Julia felt the rain on her skin before she opened her eyes. She felt the sensation of floating before she attempted to move her limbs. She assumed she was dead and entering the afterlife, but the pain in her head screamed out, letting her know that she was very much alive. She opened her eyes again and stared down into the darkness.
Frowning hard, she realised that she was being carried. She didn’t know why, but the plod of the walk told her she was draped over Terry’s shoulder. Instead of trying to make noise, she forced herself to stay silent, despite the intense pain and crippling fear.
“This has all gone too far,” she heard Joanne hiss.
“She would have gone to the police,” Terry said, and Julia could feel his words boom through his body and into hers. “We couldn’t allow that. She wasn’t just going to ruin our future, but our son’s too. Is that what you want?”
“Of course not!” she snapped back.
“This woul
dn’t have happened if you hadn’t been so useless,” Terry said. “I’m tired of cleaning up your mess.”
Julia waited for the person to reply, but they didn’t. Without needing to open her eyes, she became aware of the presence walking two steps behind her. She wanted so desperately to see who it was, but she fought the urge to open her eyes.
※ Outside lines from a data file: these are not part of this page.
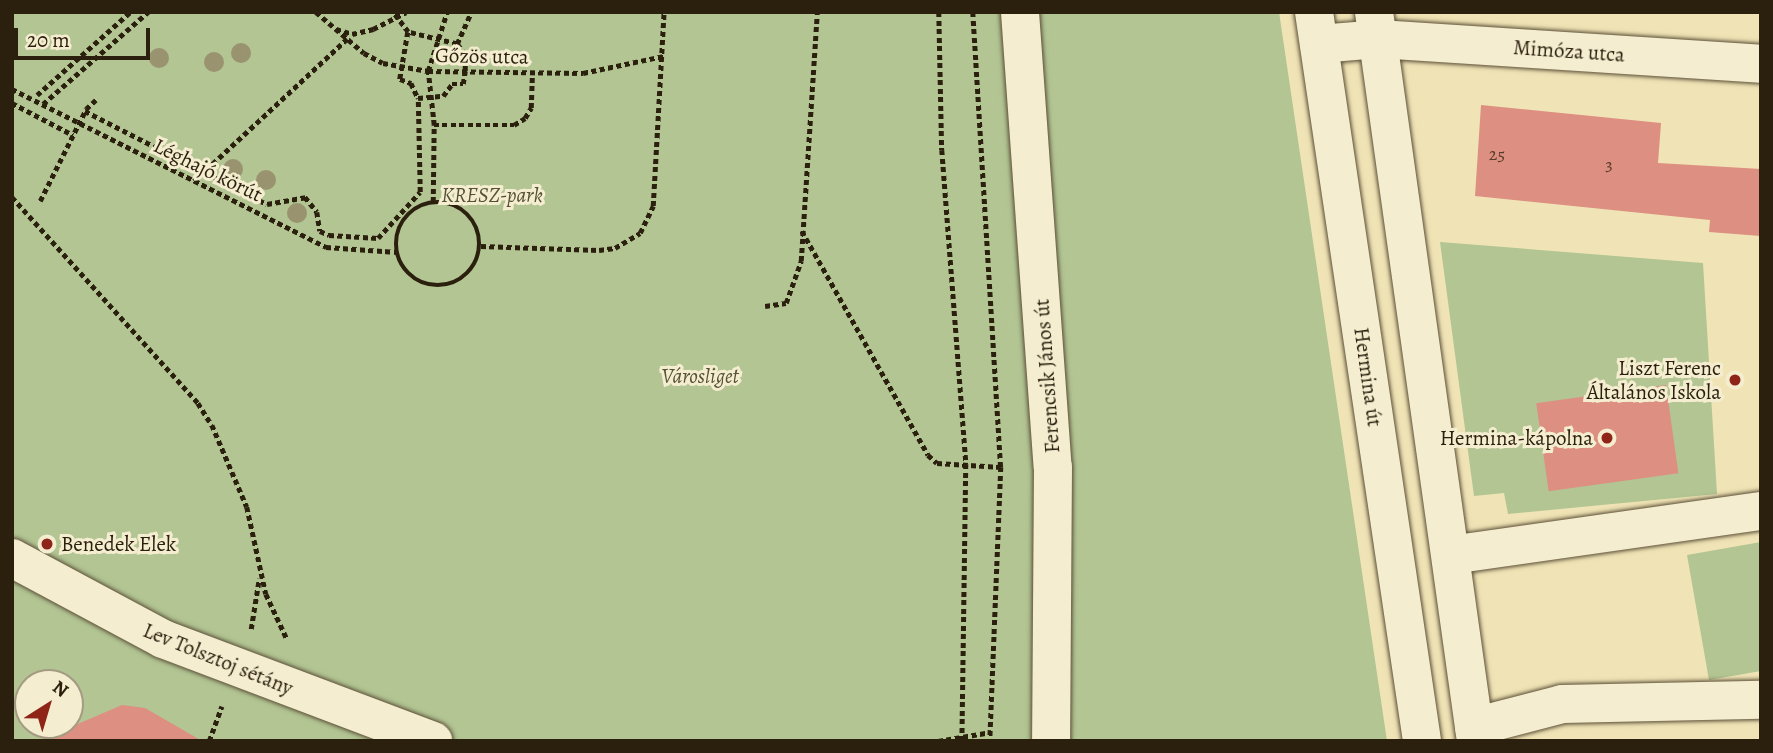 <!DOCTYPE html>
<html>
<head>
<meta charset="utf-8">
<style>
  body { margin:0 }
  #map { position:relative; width:1773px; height:753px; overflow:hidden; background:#f0e4b6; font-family:Alegreya,serif }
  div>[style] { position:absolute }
  .green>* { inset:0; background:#b2c593 }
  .building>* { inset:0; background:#dd8f81; transform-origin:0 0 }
  .path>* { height:4.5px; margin-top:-2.25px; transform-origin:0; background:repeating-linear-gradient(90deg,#2b1f0e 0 5px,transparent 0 8.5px) }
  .path>.ring { margin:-2.25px; padding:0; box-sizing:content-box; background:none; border:4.5px solid #2b1f0e; border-radius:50% }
  .roads { filter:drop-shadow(0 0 2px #5c5038) drop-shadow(0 0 2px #5c5038) }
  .minor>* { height:38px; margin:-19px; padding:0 19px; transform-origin:19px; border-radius:19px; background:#f5edd0 }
  .trees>* { width:20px; height:20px; margin:-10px; border-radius:50%; background:#9a9370 }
  .dots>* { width:19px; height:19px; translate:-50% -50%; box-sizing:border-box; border:4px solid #f5edd0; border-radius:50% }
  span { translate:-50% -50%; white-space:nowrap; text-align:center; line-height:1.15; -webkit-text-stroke:6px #f5edd0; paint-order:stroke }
  .number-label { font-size:18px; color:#583b2b }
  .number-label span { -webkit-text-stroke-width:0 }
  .street-label { font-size:21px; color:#2b1f0e }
  .park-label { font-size:21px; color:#545136; font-style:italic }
  .poi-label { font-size:21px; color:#2b1f0e }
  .right { translate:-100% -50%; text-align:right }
  .left { translate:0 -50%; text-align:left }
  .frame { position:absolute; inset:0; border:14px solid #2b1f0e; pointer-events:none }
  .north { position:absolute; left:14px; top:669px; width:70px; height:70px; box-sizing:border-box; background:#f5edd0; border:2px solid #a49b82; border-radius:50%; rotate:37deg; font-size:19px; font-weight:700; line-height:28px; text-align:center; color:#2b1f0e }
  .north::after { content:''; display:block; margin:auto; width:24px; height:32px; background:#8f2418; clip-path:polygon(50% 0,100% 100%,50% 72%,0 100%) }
  .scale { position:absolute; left:14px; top:28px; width:136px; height:32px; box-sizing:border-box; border:4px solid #2b1f0e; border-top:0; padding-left:9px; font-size:21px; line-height:24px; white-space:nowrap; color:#2b1f0e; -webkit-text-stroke:5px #f5edd0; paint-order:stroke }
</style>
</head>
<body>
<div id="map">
  <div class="green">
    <i style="clip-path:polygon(evenodd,12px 12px,1279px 12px,1387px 741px,12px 741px,12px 12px,28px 683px,70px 683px,70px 725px,28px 725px,28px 683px)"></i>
    <i style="clip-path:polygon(1440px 242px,1703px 263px,1717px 494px,1508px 514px,1504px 493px,1474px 496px)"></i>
    <i style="clip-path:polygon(1761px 542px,1761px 671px,1709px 680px,1687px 555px)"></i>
  </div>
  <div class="building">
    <i style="clip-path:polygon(1481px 105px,1661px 123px,1658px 163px,1761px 169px,1761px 236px,1709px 232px,1710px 220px,1475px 196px)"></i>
    <i style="left:1666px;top:385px;width:89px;height:131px;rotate:82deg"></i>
    <i style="clip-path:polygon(122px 705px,145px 708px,202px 741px,38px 741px)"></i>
  </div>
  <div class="path">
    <i style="left:316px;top:12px;width:63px;rotate:40.5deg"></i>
    <i style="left:364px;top:53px;width:21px;rotate:28deg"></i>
    <i style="left:383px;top:63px;width:46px;rotate:10.1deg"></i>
    <i style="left:428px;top:71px;width:155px;rotate:0.7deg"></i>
    <i style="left:583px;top:73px;width:83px;rotate:-11.9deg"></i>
    <i style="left:939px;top:12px;width:138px;rotate:88.8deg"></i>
    <i style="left:942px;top:150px;width:315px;rotate:85.6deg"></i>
    <i style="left:966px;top:464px;width:277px;rotate:90.8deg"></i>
    <i style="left:973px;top:12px;width:456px;rotate:86.5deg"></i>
    <i style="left:1001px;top:467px;width:274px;rotate:92.3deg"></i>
    <i style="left:336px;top:29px;width:17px;rotate:17deg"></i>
    <i style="left:352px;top:34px;width:22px;rotate:-13deg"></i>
    <i style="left:373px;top:29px;width:37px;rotate:-27deg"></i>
    <i style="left:408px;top:32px;width:48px;rotate:99.7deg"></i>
    <i style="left:400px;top:79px;width:12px;rotate:20deg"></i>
    <i style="left:411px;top:83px;width:17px;rotate:65deg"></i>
    <i style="left:457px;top:44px;width:35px;rotate:-66deg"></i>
    <i style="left:12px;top:89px;width:352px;rotate:26.7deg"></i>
    <i style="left:326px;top:247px;width:71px;rotate:4deg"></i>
    <i style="left:37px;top:95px;width:125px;rotate:-41.7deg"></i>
    <i style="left:12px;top:103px;width:69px;rotate:27.7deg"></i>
    <i style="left:43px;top:104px;width:140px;rotate:-41.2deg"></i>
    <i style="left:85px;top:111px;width:204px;rotate:27.1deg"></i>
    <i style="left:267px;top:204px;width:39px;rotate:-10deg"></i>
    <i style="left:305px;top:197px;width:19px;rotate:51deg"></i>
    <i style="left:317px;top:212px;width:19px;rotate:81deg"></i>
    <i style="left:320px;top:231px;width:10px;rotate:24deg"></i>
    <i style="left:329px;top:235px;width:49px;rotate:3.5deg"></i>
    <i style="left:378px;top:238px;width:62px;rotate:-47.6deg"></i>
    <i style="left:420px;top:192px;width:94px;rotate:-91.2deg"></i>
    <i style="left:418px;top:98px;width:25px;rotate:-5deg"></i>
    <i style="left:443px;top:96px;width:15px;rotate:-53deg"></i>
    <i style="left:452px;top:84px;width:11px"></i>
    <i style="left:463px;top:84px;width:13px;rotate:-81deg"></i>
    <i style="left:465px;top:71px;width:16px;rotate:-90deg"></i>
    <i style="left:465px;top:55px;width:14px;rotate:-126deg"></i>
    <i style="left:457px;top:44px;width:50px;rotate:-166.2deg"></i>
    <i style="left:408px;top:32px;width:25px;rotate:-127deg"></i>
    <i style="left:434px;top:125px;width:80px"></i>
    <i style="left:514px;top:125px;width:13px;rotate:-32deg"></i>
    <i style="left:525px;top:118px;width:12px;rotate:-59deg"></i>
    <i style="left:531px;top:108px;width:36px;rotate:-88deg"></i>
    <i style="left:194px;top:181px;width:209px;rotate:-42.9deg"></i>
    <i style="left:12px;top:197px;width:278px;rotate:47.9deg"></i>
    <i style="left:198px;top:403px;width:26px;rotate:58deg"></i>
    <i style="left:212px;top:425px;width:89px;rotate:66.9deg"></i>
    <i style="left:247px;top:507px;width:89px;rotate:77.7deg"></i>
    <i style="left:266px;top:594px;width:50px;rotate:65deg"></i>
    <i style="left:40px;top:201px;width:103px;rotate:-63.4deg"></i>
    <i style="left:86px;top:109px;width:16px;rotate:-43deg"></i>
    <i class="ring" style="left:396px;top:202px;width:79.5px;height:79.5px"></i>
    <i style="left:433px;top:202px;width:77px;rotate:-89.3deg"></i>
    <i style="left:434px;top:125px;width:54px;rotate:-96.3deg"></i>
    <i style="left:428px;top:71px;width:62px;rotate:-72.1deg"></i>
    <i style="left:802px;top:231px;width:257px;rotate:60.6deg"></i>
    <i style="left:928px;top:455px;width:12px;rotate:42deg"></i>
    <i style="left:937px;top:463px;width:64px;rotate:3.6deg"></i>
    <i style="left:481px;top:246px;width:118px;rotate:1.9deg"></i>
    <i style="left:599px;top:250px;width:16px;rotate:-7deg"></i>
    <i style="left:615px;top:248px;width:29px;rotate:-31deg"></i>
    <i style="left:640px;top:233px;width:30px;rotate:-64deg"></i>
    <i style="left:653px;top:206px;width:194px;rotate:-86.8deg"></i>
    <i style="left:765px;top:306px;width:21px;rotate:-8deg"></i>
    <i style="left:786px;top:303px;width:45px;rotate:-70.3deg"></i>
    <i style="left:801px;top:261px;width:250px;rotate:-86.3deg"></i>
    <i style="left:251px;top:629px;width:51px;rotate:-80.9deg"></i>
    <i style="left:209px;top:741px;width:37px;rotate:-70deg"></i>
    <i style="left:938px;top:741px;width:54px;rotate:-9.6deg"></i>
  </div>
  <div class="roads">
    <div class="minor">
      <i style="left:1020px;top:12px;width:456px;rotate:85.9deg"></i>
      <i style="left:1053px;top:467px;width:274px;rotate:90.4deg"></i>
      <i style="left:1314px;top:12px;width:737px;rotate:81.57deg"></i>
      <i style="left:1374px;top:12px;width:736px;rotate:82.04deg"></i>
      <i style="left:1319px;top:44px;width:59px;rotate:-4.8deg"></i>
      <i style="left:1378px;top:39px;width:384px;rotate:3.7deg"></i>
      <i style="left:1451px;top:555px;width:313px;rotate:-8.1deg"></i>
      <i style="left:12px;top:558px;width:171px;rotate:28.2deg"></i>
      <i style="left:163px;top:639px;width:289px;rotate:20.7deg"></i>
      <i style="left:1474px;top:727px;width:91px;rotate:-14.6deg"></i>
      <i style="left:1562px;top:704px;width:199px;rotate:-1.2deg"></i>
    </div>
  </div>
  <div class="trees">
    <i style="left:241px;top:53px"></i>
    <i style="left:159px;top:58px"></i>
    <i style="left:214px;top:62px"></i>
    <i style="left:233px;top:169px"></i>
    <i style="left:266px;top:180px"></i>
    <i style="left:297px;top:213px"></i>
  </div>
  <div class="dots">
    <i style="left:1735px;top:380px;background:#8f2418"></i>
    <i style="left:1607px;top:438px;background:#8f2418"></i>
    <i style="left:47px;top:544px;background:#8f2418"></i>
  </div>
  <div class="number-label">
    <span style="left:1497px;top:154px">25</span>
    <span style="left:1609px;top:164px">3</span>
  </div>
  <div class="street-label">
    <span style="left:1569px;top:51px;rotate:4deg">Mimóza utca</span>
    <span style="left:482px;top:56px;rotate:1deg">Gőzös utca</span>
    <span style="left:208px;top:170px;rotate:26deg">Léghajó körút</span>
    <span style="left:1047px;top:376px;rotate:-94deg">Ferencsik János út</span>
    <span style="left:1368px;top:377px;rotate:82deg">Hermina út</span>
    <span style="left:218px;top:659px;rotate:22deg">Lev Tolsztoj sétány</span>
  </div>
  <div class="park-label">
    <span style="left:492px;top:195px">KRESZ-park</span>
    <span style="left:700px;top:376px">Városliget</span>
  </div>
  <div class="poi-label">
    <span class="right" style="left:1721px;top:380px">Liszt Ferenc<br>Általános Iskola</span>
    <span class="right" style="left:1593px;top:438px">Hermina-kápolna</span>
    <span class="left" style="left:61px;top:544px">Benedek Elek</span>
  </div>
  <div class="frame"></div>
  <div class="north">N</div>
  <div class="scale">20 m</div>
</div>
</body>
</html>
“This is never going to work,” Joanne moaned. “They’re going to catch us.”
“They’re not,” Terry bit back, his voice full of venom. “The bimbo is in jail and her other half is drowning his sorrows in a bottle of whiskey. He’ll be asleep by now and I doubt anything is waking him. It’s perfect.”
“What about the old man?”
“He’s had a stroke,” Terry said with a dark laugh. “Even if he saw the whole thing, he wouldn’t be able to say a word.”
“Are you sure there’s nobody else?”
“There’s a housekeeper but she’s old,” Terry said, sounding irritated by Joanne’s questions. “She’ll be fast asleep.”
“How are we even going to get in there?” Joanne asked, the worry loud and clear in her voice. “Oh, Terry, it’s not too late.”
“To do what?” he cried, his voice booming. “Hand ourselves in? Tell them the truth about what happened at the garden party? Is that what you want? Huh, Joanne? Is that what you want?”
“You know it isn’t!”
“Then this is the only way,” Terry said, readjusting his grip on Julia by tossing her in the air. “You know it is. Why did you let her into the house? You’re an idiot, boy.”
Julia realised the figure walking behind her was Jamie. Opening her eyes a fraction she looked down at his shoes. Heavy mud-covered work boots; size eight if she had to guess. Closing them again, she realised where they were going and what was likely about to happen.
“Get the key out of my pocket, Joanne,” Terry instructed. “It’s under her foot. Be careful not to wake her. If she’s still out, she won’t be able to make a sound.”